Bush's campaign manager complained to CNBC's producer about the amount of time his candidate was allotted. Fox's Bill O'Reilly claimed that he understood the "culture over there" and he was quite sure those moderators were getting a lot of "attaboys" from management. GOP operative Richard Grenell tweeted that "it's obvious that MSNBC has influenced CNBC" and Fox's Steve Doocy wondered if "the CNBC moderators cut off Mrs Clinton the way they're rudely interrupting the GOP candidates." They were all very, very upset.

A fit to be tied Brent Bozell of the conservative Media Research Center  said:

“The CNBC moderators acted less like journalists and more like Clinton campaign operatives. What was supposed to be a serious debate about the many issues plaguing our economy was given up for one Democratic talking point after another served up by the so-call ‘moderators.’”

Even Reagan's Attorney General Ed Meese got in on the act calling the debate a "shooting gallery" set up by CNBC's "biased antagonists."

But no one was more overwrought about all those left-wing liberals at CNBC than Republican Party Chairman Reince Preibus, who said, "I think it was one gotcha question, one personal low blow after the other. It’s almost like they tried to design a Rubik’s cube for every question,” before leaving the spin room in a huff. He then issued a scathing indictment of the network in a prepared statement.

"While I was proud of our candidates and the way they handled tonight’s debate, the performance by the CNBC moderators was extremely disappointing and did a disservice to their network, our candidates, and voters. Our diverse field of talented and exceptionally qualified candidates did their best to share ideas for how to reinvigorate the economy and put Americans back to work despite deeply unfortunate questioning from CNBC.

"One of the great things about our party is that we are able to have a dynamic exchange about which solutions will secure a prosperous future, and I will fight to ensure future debates allow for a more robust exchange. CNBC should be ashamed of how this debate was handled.”

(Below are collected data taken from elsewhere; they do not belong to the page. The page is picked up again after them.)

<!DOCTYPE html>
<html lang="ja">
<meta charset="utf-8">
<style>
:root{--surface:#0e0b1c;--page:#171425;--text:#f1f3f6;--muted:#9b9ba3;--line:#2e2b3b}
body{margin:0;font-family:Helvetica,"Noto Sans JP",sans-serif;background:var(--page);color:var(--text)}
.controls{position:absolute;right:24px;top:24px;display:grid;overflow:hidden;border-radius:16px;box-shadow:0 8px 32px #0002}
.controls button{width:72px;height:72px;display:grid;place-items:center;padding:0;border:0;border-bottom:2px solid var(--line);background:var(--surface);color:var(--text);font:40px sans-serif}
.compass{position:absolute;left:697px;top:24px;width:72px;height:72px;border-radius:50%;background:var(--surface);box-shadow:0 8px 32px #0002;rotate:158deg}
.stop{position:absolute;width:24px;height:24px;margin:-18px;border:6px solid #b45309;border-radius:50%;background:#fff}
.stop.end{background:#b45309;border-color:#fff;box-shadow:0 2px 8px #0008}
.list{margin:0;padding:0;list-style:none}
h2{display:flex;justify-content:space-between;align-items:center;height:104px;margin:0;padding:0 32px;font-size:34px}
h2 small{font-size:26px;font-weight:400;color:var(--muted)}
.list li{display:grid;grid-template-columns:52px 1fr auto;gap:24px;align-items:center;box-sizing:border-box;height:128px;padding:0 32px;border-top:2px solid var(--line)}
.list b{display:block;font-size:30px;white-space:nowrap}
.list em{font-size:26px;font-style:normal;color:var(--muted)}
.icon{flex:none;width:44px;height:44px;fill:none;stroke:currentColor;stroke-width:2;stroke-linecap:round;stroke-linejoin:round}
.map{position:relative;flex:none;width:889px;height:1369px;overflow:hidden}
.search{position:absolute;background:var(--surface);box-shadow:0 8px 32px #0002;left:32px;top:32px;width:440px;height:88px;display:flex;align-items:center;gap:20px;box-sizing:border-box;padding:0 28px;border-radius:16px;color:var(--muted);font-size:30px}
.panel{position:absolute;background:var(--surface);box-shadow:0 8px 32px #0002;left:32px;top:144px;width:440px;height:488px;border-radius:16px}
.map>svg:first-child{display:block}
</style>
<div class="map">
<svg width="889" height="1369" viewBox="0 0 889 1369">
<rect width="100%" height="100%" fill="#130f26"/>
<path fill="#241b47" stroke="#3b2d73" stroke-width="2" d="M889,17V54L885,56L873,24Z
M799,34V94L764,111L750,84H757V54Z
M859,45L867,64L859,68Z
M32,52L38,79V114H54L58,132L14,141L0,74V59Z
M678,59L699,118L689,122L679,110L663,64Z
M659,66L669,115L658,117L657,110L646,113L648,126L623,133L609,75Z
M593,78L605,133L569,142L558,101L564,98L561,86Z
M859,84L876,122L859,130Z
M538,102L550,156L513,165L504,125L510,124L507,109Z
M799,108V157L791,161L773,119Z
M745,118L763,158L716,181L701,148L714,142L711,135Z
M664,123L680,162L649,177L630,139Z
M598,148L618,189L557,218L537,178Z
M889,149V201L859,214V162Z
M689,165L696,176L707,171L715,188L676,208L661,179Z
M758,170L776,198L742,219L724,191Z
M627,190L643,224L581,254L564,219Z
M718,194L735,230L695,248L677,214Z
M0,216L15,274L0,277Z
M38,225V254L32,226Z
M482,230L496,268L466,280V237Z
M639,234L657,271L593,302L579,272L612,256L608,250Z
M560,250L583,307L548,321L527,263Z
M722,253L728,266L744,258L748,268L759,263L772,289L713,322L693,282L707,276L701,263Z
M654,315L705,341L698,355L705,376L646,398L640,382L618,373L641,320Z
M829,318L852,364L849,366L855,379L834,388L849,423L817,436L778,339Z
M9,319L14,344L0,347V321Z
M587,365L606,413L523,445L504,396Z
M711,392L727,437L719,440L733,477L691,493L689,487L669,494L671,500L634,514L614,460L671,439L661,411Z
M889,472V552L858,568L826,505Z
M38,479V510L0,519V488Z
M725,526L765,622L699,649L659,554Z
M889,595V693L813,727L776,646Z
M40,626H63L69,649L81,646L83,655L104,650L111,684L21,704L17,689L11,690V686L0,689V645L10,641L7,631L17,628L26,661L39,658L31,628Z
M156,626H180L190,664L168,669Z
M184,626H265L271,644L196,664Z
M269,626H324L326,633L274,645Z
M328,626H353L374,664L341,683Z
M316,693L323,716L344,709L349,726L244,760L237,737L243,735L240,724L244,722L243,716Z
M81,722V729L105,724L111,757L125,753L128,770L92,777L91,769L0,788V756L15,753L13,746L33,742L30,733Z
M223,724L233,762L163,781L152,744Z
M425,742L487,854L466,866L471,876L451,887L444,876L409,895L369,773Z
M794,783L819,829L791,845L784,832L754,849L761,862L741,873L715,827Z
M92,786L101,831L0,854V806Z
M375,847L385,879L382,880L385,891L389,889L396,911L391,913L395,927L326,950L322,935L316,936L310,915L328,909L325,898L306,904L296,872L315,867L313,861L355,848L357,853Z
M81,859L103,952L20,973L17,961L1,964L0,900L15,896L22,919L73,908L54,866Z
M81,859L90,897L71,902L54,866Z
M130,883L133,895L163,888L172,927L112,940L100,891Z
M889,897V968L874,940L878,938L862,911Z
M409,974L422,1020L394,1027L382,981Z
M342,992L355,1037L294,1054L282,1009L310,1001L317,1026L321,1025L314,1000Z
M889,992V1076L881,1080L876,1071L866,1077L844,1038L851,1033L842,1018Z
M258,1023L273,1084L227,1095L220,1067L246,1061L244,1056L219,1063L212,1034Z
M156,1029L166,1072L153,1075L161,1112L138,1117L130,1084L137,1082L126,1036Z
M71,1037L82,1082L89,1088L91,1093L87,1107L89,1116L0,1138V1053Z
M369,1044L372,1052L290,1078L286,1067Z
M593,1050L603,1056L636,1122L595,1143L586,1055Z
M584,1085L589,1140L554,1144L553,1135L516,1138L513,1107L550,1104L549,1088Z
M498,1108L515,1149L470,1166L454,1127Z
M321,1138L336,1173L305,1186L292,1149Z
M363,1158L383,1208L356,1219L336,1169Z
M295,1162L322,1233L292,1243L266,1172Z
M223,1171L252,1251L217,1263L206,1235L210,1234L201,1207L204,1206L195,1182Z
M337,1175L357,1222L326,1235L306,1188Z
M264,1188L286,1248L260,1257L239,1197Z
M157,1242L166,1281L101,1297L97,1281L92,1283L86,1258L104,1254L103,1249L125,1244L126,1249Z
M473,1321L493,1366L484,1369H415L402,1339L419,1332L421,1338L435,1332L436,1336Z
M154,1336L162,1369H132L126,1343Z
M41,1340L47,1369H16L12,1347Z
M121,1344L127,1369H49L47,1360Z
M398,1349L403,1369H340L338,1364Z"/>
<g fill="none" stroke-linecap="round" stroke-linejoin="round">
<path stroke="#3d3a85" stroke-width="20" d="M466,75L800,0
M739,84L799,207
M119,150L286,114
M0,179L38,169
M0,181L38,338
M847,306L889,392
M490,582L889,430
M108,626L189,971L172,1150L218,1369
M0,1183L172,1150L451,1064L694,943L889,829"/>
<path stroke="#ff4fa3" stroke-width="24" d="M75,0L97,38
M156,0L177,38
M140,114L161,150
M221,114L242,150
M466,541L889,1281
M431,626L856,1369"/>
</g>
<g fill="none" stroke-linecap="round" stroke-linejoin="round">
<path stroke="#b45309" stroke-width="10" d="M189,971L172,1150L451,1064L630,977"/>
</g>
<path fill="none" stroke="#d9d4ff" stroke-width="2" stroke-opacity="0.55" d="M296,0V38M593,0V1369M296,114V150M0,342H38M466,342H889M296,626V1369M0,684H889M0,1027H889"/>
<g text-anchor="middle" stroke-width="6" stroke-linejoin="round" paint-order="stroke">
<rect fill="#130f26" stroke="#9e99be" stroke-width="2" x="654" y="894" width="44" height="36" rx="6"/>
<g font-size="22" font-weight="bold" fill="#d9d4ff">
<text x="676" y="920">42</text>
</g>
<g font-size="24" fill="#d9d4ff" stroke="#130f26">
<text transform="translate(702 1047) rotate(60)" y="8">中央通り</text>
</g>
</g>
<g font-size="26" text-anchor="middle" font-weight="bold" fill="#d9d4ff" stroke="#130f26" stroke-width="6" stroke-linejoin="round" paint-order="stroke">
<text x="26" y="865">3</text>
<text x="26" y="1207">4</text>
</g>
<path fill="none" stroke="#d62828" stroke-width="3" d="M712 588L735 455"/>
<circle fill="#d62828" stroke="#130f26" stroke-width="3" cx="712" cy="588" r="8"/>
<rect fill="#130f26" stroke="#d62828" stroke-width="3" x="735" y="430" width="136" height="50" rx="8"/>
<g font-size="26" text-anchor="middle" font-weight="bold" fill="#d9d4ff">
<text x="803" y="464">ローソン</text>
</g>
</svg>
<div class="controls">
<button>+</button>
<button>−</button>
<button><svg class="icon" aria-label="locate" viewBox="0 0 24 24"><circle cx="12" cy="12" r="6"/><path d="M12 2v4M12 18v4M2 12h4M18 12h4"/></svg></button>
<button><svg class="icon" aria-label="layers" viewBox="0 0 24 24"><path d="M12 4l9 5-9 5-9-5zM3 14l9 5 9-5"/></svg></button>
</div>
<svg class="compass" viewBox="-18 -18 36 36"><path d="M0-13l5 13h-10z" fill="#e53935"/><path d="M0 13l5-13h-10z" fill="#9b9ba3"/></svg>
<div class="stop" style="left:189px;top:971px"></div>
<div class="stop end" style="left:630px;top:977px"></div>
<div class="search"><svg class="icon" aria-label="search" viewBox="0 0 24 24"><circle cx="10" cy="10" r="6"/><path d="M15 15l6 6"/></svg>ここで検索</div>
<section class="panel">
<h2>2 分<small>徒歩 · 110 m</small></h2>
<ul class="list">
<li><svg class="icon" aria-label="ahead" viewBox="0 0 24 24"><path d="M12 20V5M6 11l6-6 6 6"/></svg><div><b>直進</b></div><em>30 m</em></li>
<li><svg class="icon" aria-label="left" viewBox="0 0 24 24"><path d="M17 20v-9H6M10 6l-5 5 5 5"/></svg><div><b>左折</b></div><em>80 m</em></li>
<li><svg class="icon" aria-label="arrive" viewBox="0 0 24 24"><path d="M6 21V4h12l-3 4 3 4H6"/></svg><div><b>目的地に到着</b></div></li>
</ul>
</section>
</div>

CNBC, for its part, blandly replied that "people who want to be President of the United States should be able to answer tough questions." And indeed they should. They should also be able to assert themselves to claim more time if they have something to say. And they should not whine about the green room they were given or pout that a journalist isn't kissing their ring. Being president is a hard job. The whole party having a tantrum over a debate conducted by a conservative media organization is kind of pathetic and says a lot more about them than it does about the reporters.

But there is an upside to this whole unpleasant episode for these very delicate Republicans. It brought them together. Rand Paul even got all warm and fuzzy about the whole thing saying, "One thing that unified all the Republicans tonight was the disdain for the moderators. I felt like we were all together in thinking that maybe the moderators got kind of carried away."

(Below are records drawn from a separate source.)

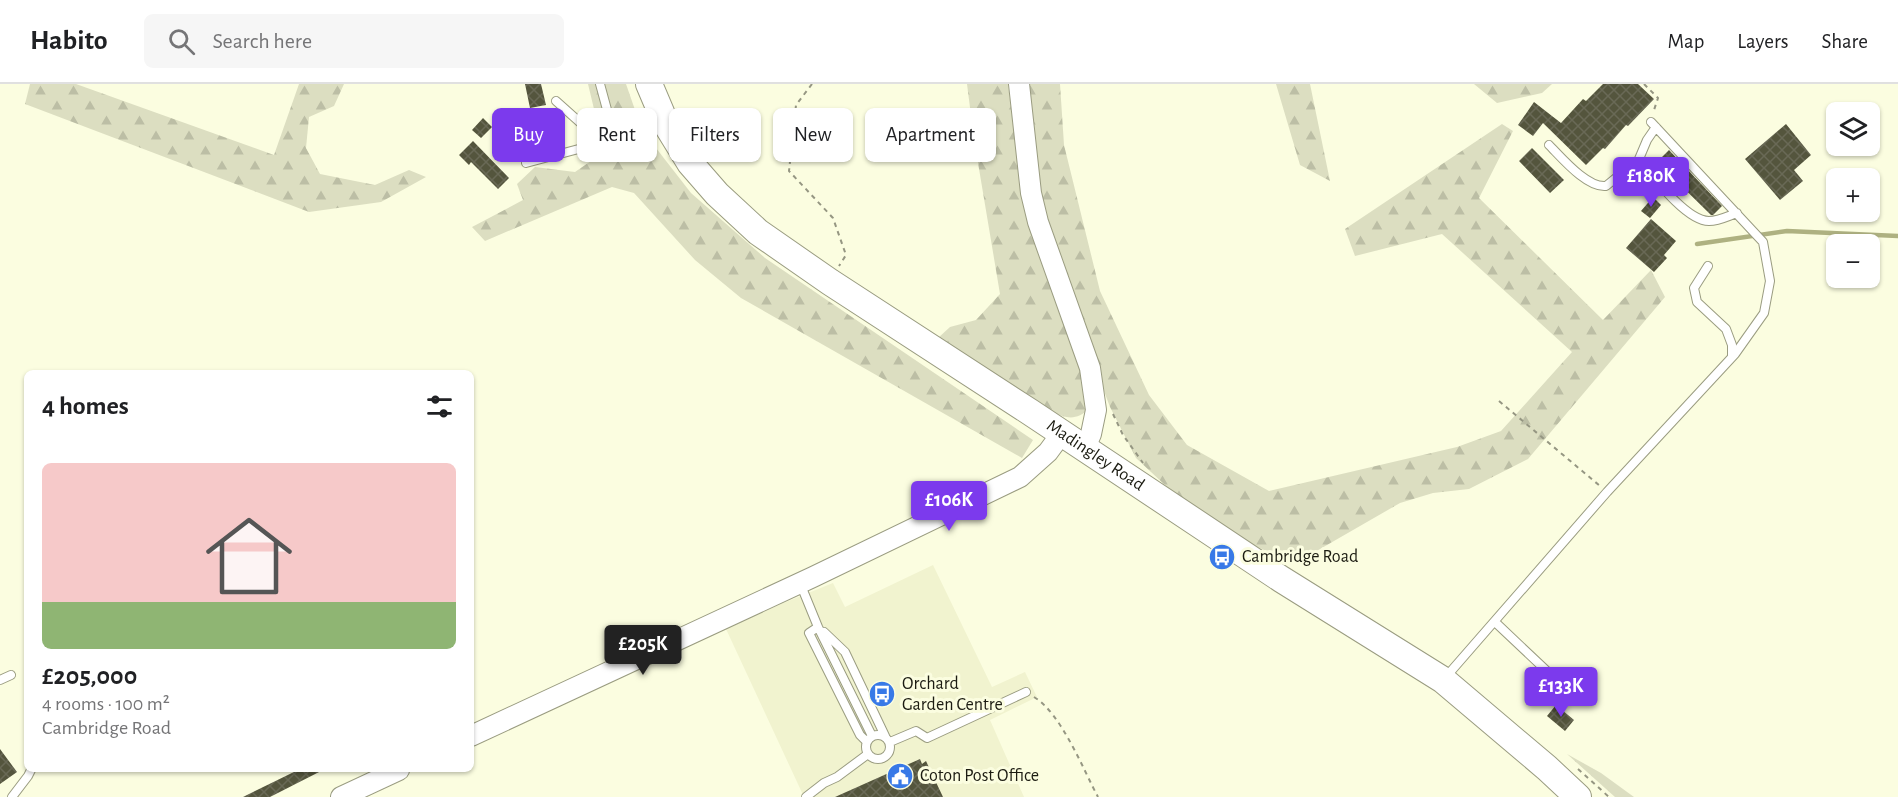 <!DOCTYPE html>
<meta charset="utf-8">
<style>
body{margin:0;font-family:"Alegreya Sans",sans-serif;background:#f6f6f6;color:#202124;height:100vh;display:flex;flex-direction:column;font-size:22px;white-space:nowrap}
*{box-sizing:border-box;margin:0}
p{font-size:20px;color:#757577}
.icon{flex:none;width:33px;height:33px;fill:none;stroke:currentColor;stroke-width:2;stroke-linecap:round;stroke-linejoin:round}
.map{position:relative;flex:1;overflow:hidden}
.side{position:absolute;left:24px;top:286px;width:450px;height:402px;display:flex;flex-direction:column;background:#fff;border-radius:9px;box-shadow:0 2px 4px #0004}
.side>*{flex:none}
.guide{position:absolute;left:492px;top:24px;width:570px;height:54px;display:flex;gap:12px}
.buttons{position:absolute;left:1826px;top:18px;display:grid;gap:12px}
.buttons a{display:grid;place-items:center;width:54px;height:54px;border-radius:9px;background:#fff;box-shadow:0 2px 4px #0004;font-size:30px}
.price{position:absolute;translate:-50% -51px;padding:0 14px;border-radius:6px;background:#7c3aed;color:#fff;font-size:20px;line-height:39px;filter:drop-shadow(0 2px 3px #0008)}
.price::after{content:'';position:absolute;left:50%;top:36px;width:18px;height:14px;margin-left:-9px;background:inherit;clip-path:polygon(0 0,100% 0,50% 100%)}
.price.active{background:#222;color:#fff}
ul{padding:0;list-style:none}
li{display:grid;align-content:center;gap:12px;height:318px;padding:0 18px}
li+li{border-top:2px solid #e0e0e0}
li span{display:grid;place-items:center;height:186px;border-radius:9px;color:#555}
li>.icon{margin-inline-start:auto}
span .icon{width:108px;height:108px;fill:#fffc;stroke-width:1}
li b{font-size:26px}
h2{display:flex;justify-content:space-between;align-items:center;height:72px;padding:0 18px;font-size:26px}
.chip{padding:0 21px;border-radius:9px;background:#fff;box-shadow:0 2px 4px #0004;font-size:21px;line-height:54px}
.chip.active{background:#7c3aed;color:#fff}
header{display:flex;align-items:center;gap:36px;box-sizing:border-box;height:84px;padding:0 30px;background:#fff;border-bottom:2px solid #e0e0e0}
header strong{font-size:28px}
nav{display:flex;gap:33px;margin-inline-start:auto;font-size:21px}
.search{width:420px;height:54px;background:#f6f6f6;display:flex;align-items:center;gap:15px;box-sizing:border-box;padding:0 21px;border-radius:9px;color:#757577;font-size:22px}
.map>svg:first-child{display:block}
.built{fill:#f1f3cf}
.forest{fill:url(#forest-firs)}
.lines{fill:none;stroke-linecap:round;stroke-linejoin:round}
.stream{stroke:#aeb181;stroke-width:4.5}
.building{fill:url(#building-cross-hatch)}
.service-casing{stroke:#9a9c81;stroke-width:10}
.tertiary-casing{stroke:#9a9c81;stroke-width:22}
.trunk-casing{stroke:#9a9c81;stroke-width:28}
.path{stroke:#959682;stroke-width:2;stroke-dasharray:4.5 4.5;stroke-linecap:butt}
.service{stroke:#fff;stroke-width:8}
.tertiary{stroke:#fff;stroke-width:20}
.trunk{stroke:#fff;stroke-width:26}
.labels{text-anchor:middle;dominant-baseline:central;stroke-width:6;stroke-linejoin:round;paint-order:stroke}
.street-label{font-size:18px;fill:#1c1c12;stroke:#fbfde0}
.poi-label{font-size:18px;fill:#1c1c12;stroke:#fbfde0;text-anchor:start}
</style>
<header>
<strong>Habito</strong>
<div class="search"><svg class="icon" aria-label="search" viewBox="0 0 24 24"><circle cx="10" cy="10" r="6"/><path d="M15 15l6 6"/></svg>Search here</div>
<nav><a>Map</a><a>Layers</a><a>Share</a></nav>
</header>
<div class="map">
<svg width="1898" height="713" viewBox="0 0 1898 713">
<defs>
<pattern id="forest-firs" width="22" height="20" patternUnits="userSpaceOnUse" patternTransform="scale(1.5)"><rect width="22" height="20" fill="#dcdec1"/><path d="M5 1l3.5 6h-7zM16 11l3.5 6h-7z" fill="#bcbea5"/></pattern>
<pattern id="building-cross-hatch" width="8" height="8" patternUnits="userSpaceOnUse" patternTransform="scale(1.5)"><rect width="8" height="8" fill="#54553d"/><path d="M0 0l8 8M0 8l8-8" fill="none" stroke="#696956"/></pattern>
</defs>
<rect width="100%" height="100%" fill="#fbfde0"/>
<path class="built" d="M933,481L992,603L1025,588L1037,613L990,636L1024,713H804L726,545L781,520L833,499L845,523Z"/>
<path class="forest" d="M30,0H76L274,71L299,0H344L334,22L309,33L306,64L320,90L375,101L409,86L426,93L381,118L309,128L25,20Z
M588,0H626L642,46L691,109L765,174L1033,356L1022,374L741,214L695,176L634,109L612,103L485,157L472,143L523,116L517,100L535,83L575,88L604,68L597,53H586L583,37L594,25Z
M967,0H1008L1022,113L1085,298L1090,324C1076,337 1067,335 1051,327L938,254L950,243L976,236L1000,210L974,55Z
M1021,0H1060L1064,61L1100,207L1149,311L1187,361L1269,407L1457,363L1501,347L1572,268L1442,150L1355,172L1345,145L1502,40L1513,47L1479,114L1603,236L1651,186L1665,213L1528,375L1469,405L1433,409L1400,419L1294,480L1247,458L1181,416L1136,374L1110,323L1060,191L1034,113Z
M1276,0H1310L1330,97L1300,81Z
M1474,0H1552L1542,9L1497,19Z
M1567,670L1601,689L1634,713H1615Z"/>
<g class="lines">
<path class="stream" d="M1697,160L1787,147L1898,152"/>
</g>
<path class="building" d="M525,0H541L546,21L530,24Z
M1603,0H1638L1654,15L1628,42L1626,41L1605,65L1603,64L1586,81L1543,39L1533,52L1518,41L1534,18L1561,39L1583,15L1586,17Z
M483,34L492,43L481,54L472,46Z
M1786,40L1811,71L1794,86L1803,97L1780,116L1745,75Z
M473,57L509,94L498,105L471,78L469,81L459,71Z
M1532,64L1564,96L1550,109L1519,77Z
M1669,66L1722,122L1713,131H1711L1657,78Z
M1653,113L1661,121L1650,134L1641,127Z
M1651,135L1676,157L1664,171L1667,174L1654,188L1626,164Z
M1556,621L1574,636L1565,647L1547,632Z
M0,665L17,688L0,700Z
M920,675L922,680L926,677L943,713H835Z
M298,686H323L270,713H243Z"/>
<g class="lines">
<defs>
<path id="service" d="M600,0L615,55
M556,17L603,59
M1656,43L1647,56L1639,75C1653,92 1686,137 1709,137C1719,137 1728,132 1737,129
M1549,61C1562,74 1587,104 1606,102L1639,75
M526,79L650,46L663,40
M1708,182L1694,204L1697,218L1726,245L1732,261V273
M800,499L818,543L872,652
M1495,538L1568,607
M818,543L809,549L860,651L867,658
M824,548L845,568L885,652
M1445,594L1607,408L1735,270L1764,229L1770,197L1763,158L1651,38
M0,596L11,591
M866 663a12 12 0 1 1 24 0a12 12 0 1 1-24 0Z
M890,658L916,647L927,654L1026,608
M12,713L28,692L31,686
M806,713L824,699L837,693L868,670"/>
<path id="tertiary" d="M1019,0L1031,109L1038,138L1090,284L1096,326L1091,350L1085,364
M471,652L813,493L1020,393L1048,368L1062,349
M341,713L399,686"/>
<g id="trunk">
<path id="s1" d="M649,0L666,40L690,79L717,110L758,148L830,198L1030,328L1281,495L1443,596L1547,684L1578,713"/>
</g>
</defs>
<use href="#service" class="service-casing"/>
<use href="#tertiary" class="tertiary-casing"/>
<use href="#trunk" class="trunk-casing"/>
<path class="path" d="M812,0L796,21L789,87L833,134L846,171L839,182
M1644,0L1658,14L1653,29
M1499,317L1600,402
M1113,330L1123,351L1143,379
M1034,613C1061,629 1083,685 1098,713
M1578,685L1609,713"/>
<use href="#service" class="service"/>
<use href="#tertiary" class="tertiary"/>
<use href="#trunk" class="trunk"/>
</g>
<defs>
<symbol id="bus-disc" viewBox="-11 -11 22 22"><circle r="9.5" fill="#3879e7" stroke="#fbfde0"/><path d="M-5-6H5V4H4V6H2V4H-2V6H-4V4H-5ZM-3.5-4V0h7V-4ZM-3.5 1.2v1.5H-2V1.2ZM2 1.2v1.5H3.5V1.2Z" fill="#fff"/></symbol>
<symbol id="civic-disc" viewBox="-11 -11 22 22"><circle r="9.5" fill="#3879e7" stroke="#fbfde0"/><path d="M-.6-6.5H3V-4.5H.6V-3L4-1V1h2V6H-6V1h2V-1L-.6-3ZM-1.2 2.5V6h2.4V2.5Z" fill="#fff"/></symbol>
</defs>
<g fill-rule="evenodd">
<use href="#bus-disc" x="1207" y="458" width="30" height="30"/>
<use href="#bus-disc" x="867" y="595" width="30" height="30"/>
<use href="#civic-disc" x="885" y="677" width="30" height="30"/>
</g>
<g class="labels">
<g class="street-label">
<text stroke="none"><textPath href="#s1" startOffset="591">Madingley Road</textPath></text>
</g>
<g class="poi-label">
<text x="1242" y="473">Cambridge Road</text>
<text x="902" y="600">Orchard<tspan x="902" dy="21">Garden Centre</tspan></text>
<text x="920" y="692">Coton Post Office</text>
</g>
</g>
</svg>
<div class="buttons">
<a><svg class="icon" aria-label="layers" viewBox="0 0 24 24"><path d="M12 4l9 5-9 5-9-5zM3 14l9 5 9-5"/></svg></a>
<a>+</a>
<a>−</a>
</div>
<b class="price" style="left:1651px;top:124px">£180K</b>
<b class="price" style="left:949px;top:448px">£106K</b>
<b class="price active" style="left:643px;top:592px">£205K</b>
<b class="price" style="left:1561px;top:634px">£133K</b>
<div class="guide">
<a class="chip active">Buy</a>
<a class="chip">Rent</a>
<a class="chip">Filters</a>
<a class="chip">New</a>
<a class="chip">Apartment</a>
</div>
<section class="side">
<h2>4 homes<svg class="icon" aria-label="filters" viewBox="0 0 24 24"><path d="M4 7h16M4 17h16"/><circle cx="9" cy="7" r="2"/><circle cx="15" cy="17" r="2"/></svg></h2>
<ul>
<li><span style="background:linear-gradient(#f6c9c9 75%,#8fb573 0)"><svg class="icon" aria-label="home" viewBox="0 0 24 24"><path d="M3 11l9-7 9 7M6 9v11h12V9"/></svg></span><div><b>£205,000</b><p>4 rooms · 100 m²</p><p>Cambridge Road</p></div></li>
</ul>
</section>
</div>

Nothing creates Republicans solidarity like their bedrock belief that they are victims of the "liberal media." That they are convinced even the financial network CNBC, which fetishizes tax cuts and unfettered free markets, is now among their hated enemies may say more about where the Republican Party is today than anything those candidates said in the debate. They don't know who they are anymore.

By Heather Digby Parton

Heather Digby Parton, also known as "Digby," is a contributing writer to Salon. She was the winner of the 2014 Hillman Prize for Opinion and Analysis Journalism.